You'd think the Beeb would have wanted to bury Madson somewhere in the early hours, as background noise for whacked night-workers or the terminally sleepless, or find it an afternoon slot, between The Flying Doctors and a cooking show. But instead they hyped it as if it were a serious programme of obvious merit. The Radio Times had a two-page spread of photographs of Ian McShane and a resume of his career to date. You may not have realised that he's been in several movies, once played Sue Ellen's suitor in Dallas, has two grown-up children, and knows Eric Clapton. It may seem strange to shower a man who is really a small, stiff, less lovable version of King Kong with such adulation, but no doubt the BBC has done its market research: another example of the ever-popular, tedious man-solves-a- crime genre, spiced up a little here by the prospect that at some point in the next five weeks Madson and Magda, the beautiful Polish barrister, may make magma together.

Dickens said it all in Bleak House, but it's worth saying again: the law is very good at committing crimes of its own. Modern Times's story, Ellen's in Exile (BBC2), brought us up to date on an American custody battle that has led to all the wrong people being punished. From the age of two-and-a-half, Ellen complained convincingly of forced sexual contact with her dentist father during unsupervised fortnightly visits. The father denied it, claiming that she had been coached. "The popular thing to do in this country is to cry child sex abuse as a way of dismembering the father," he said in 1990. More recently he told a Congressional hearing: "It is not the prerogative of Congress to dismember ... the most important relationship known to man." He talks a lot about dismemberment. I'd like to dismember him myself.
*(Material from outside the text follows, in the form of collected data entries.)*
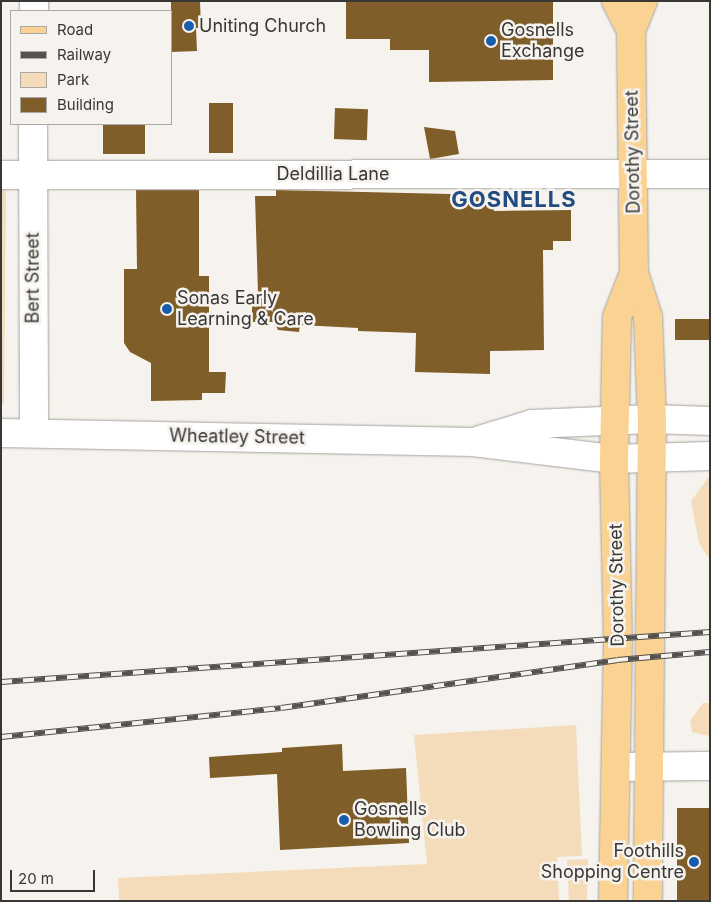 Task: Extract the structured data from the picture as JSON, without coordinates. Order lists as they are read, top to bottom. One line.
{"streets":{"main road":["Dorothy Street"],"street":["Deldillia Lane","Bert Street","Wheatley Street"]},"crossings":[["Dorothy Street","Deldillia Lane"],["Dorothy Street","Wheatley Street"],["Deldillia Lane","Bert Street"],["Bert Street","Wheatley Street"]],"districts":["GOSNELLS"],"places":["Uniting Church","Gosnells Exchange","Sonas Early Learning & Care","Gosnells Bowling Club","Foothills Shopping Centre"],"legend":["Road","Railway","Park","Building"],"scale_bar":"20 m"} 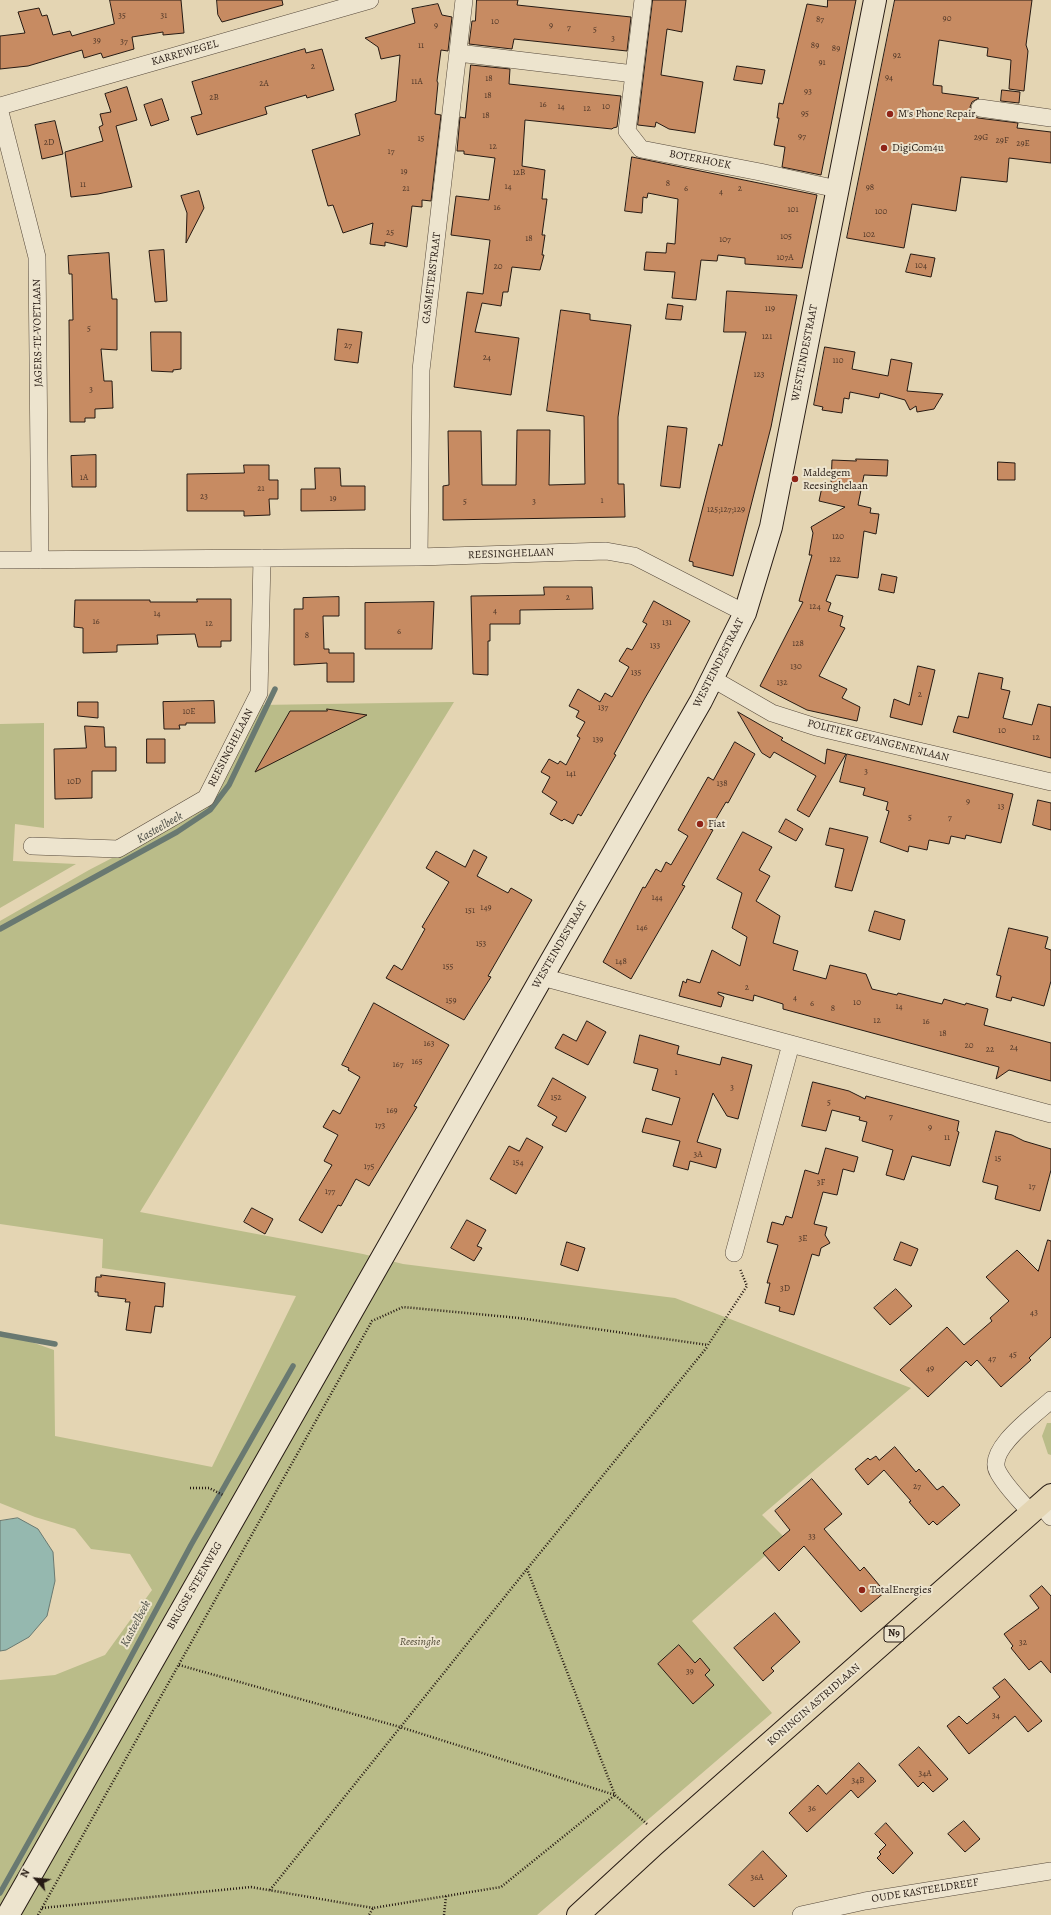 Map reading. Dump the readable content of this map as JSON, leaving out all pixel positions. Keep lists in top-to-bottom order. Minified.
{"streets":{"main road":["N9","KONINGIN ASTRIDLAAN"],"street":["KARREWEGEL","BOTERHOEK","GASMETERSTRAAT","JAGERS-TE-VOETLAAN","WESTEINDESTRAAT","REESINGHELAAN","POLITIEK GEVANGENENLAAN","BRUGSE STEENWEG","OUDE KASTEELDREEF"]},"crossings":[["BOTERHOEK","WESTEINDESTRAAT"],["GASMETERSTRAAT","REESINGHELAAN"],["JAGERS-TE-VOETLAAN","REESINGHELAAN"],["WESTEINDESTRAAT","REESINGHELAAN"],["WESTEINDESTRAAT","POLITIEK GEVANGENENLAAN"],["WESTEINDESTRAAT","BRUGSE STEENWEG"]],"water":["Kasteelbeek"],"parks":["Reesinghe"],"places":["M's Phone Repair","DigiCom4u","Maldegem Reesinghelaan","Fiat","TotalEnergies"],"house_numbers":["35","31","90","87","10","9","9","7","5","3","39","37","11","89","89","92","91","2","94","18","11A","2A","93","18","2B","16","14","10","12","95","18","97","29G","15","29F","2D","29E","12","17","19","12B","8","11","14","98","21","6","2","4","16","101","100","25","102","105","18","107","107A","104","20","119","5","121","27","24","110","123","3","1A","21","23","19","1","5","3","125;127;129","120","122","2","124","4","14","16","131","12","6","8","128","133","130","135","132","2","137","10E","10","12","139","3","141","10D","138","9","13","5","7","144","149","151","146","153","148","155","2","4","159","10","6","14","8","12","16","18","163","20","24","22","165","167","1","3","152","5","169","7","173","9","11","3A","15","154","175","3F","17","177","3E","3D","43","45","47","49","27","33","32","39","34","34A","34B","36","36A"],"north":"top left"} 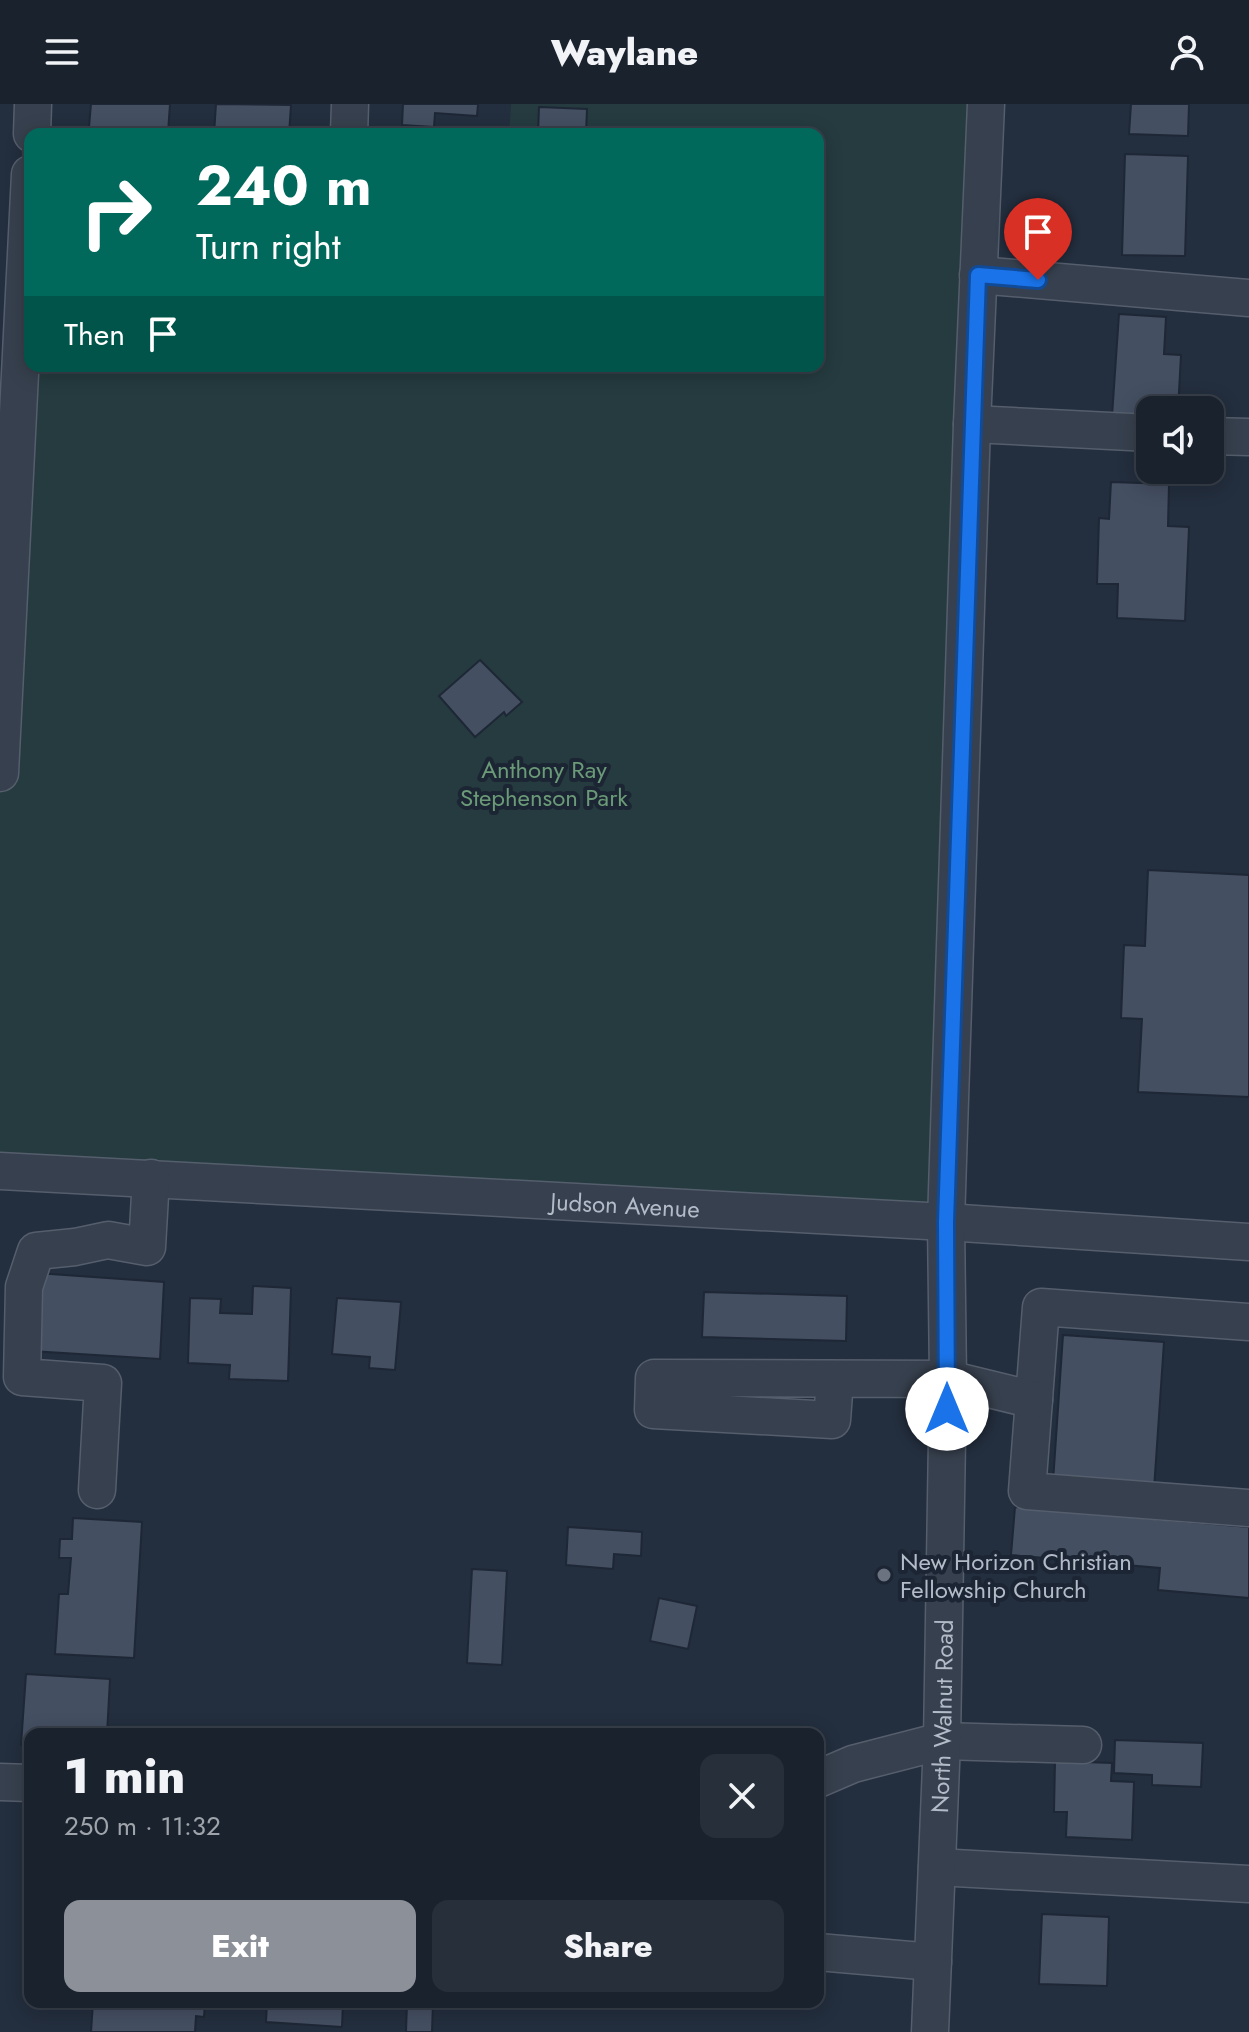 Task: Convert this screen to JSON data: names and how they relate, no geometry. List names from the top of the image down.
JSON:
{
  "streets": {
    "street": ["Judson Avenue", "North Walnut Road"]
  },
  "crossings": [
    ["Judson Avenue", "North Walnut Road"]
  ],
  "parks": ["Anthony Ray Stephenson Park"],
  "places": ["New Horizon Christian Fellowship Church"],
  "page": {
    "header": "Waylane",
    "turn": ["240 m", "Turn right"],
    "then": "Then",
    "heading": ["1 min", "250 m · 11:32"],
    "buttons": ["Exit", "Share"]
  }
} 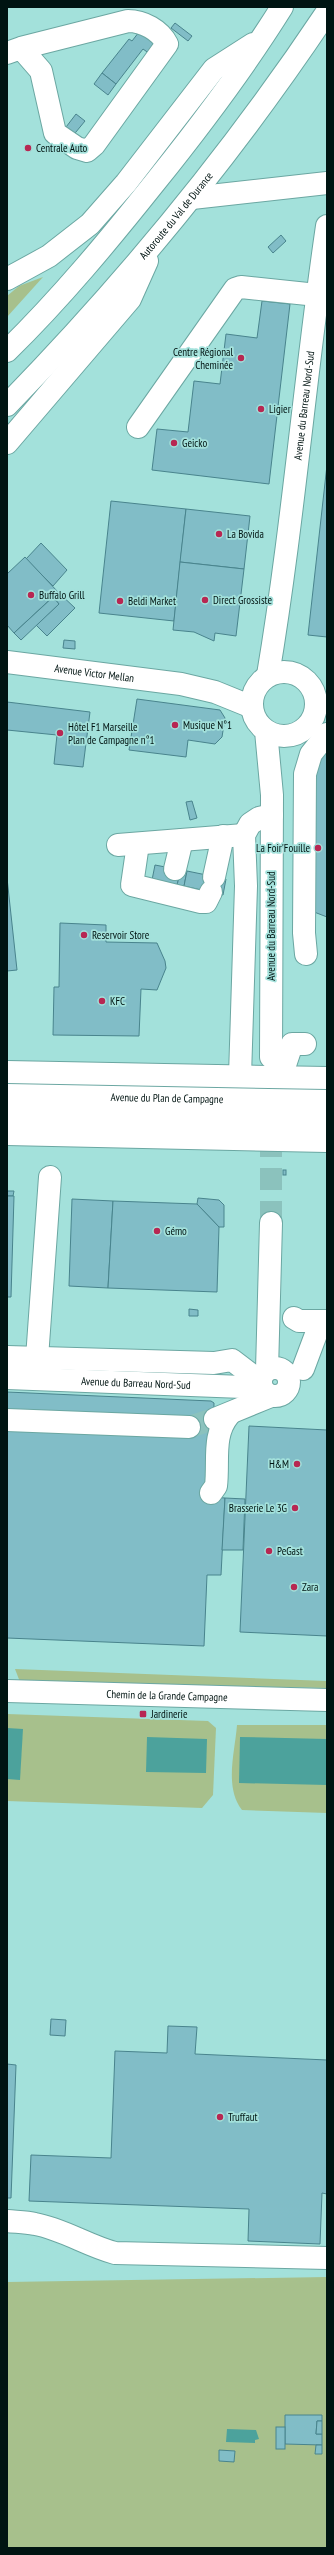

The people who got to decide the child's future seemed to have no concern what that future might be. A distressing video showed the tiny frightened girl being torn from her mother's arms by a socially inept social worker in order to spend a court-ordered weekend with her father. Her extremely calm, rational mother eventually gave up looking for protection through legal means: "I'd been sending her for a year, knowing that he was going to molest her, and I couldn't do it any more. It was a terrible thing to do at all, and I realised that I'd been crazy to do it in the first place and I had to stop." When the system had totally failed them and the judge ordered another two-week unsupervised visit, the desperate mother sent the equally desperate child out of the country in the care of grandparents (the mother's passport had already been confiscated by the judge). As a result, the mother was accused of contempt of court and sent to jail, where she remained for more than two years, a fate preferable to having her daughter raped. Ellen and her grandparents wound up in New Zealand, which offered some recourse to justice should her father ever try to reclaim her. Her mother has since joined her there, where they live like two caged birds, with three budgies, in a tiny apartment. The father's life is intact: he lives in America, in a big ugly house, and continues to practise his dentistry and whatnot. If one could call a monster a monster, without fear of legal action, I would.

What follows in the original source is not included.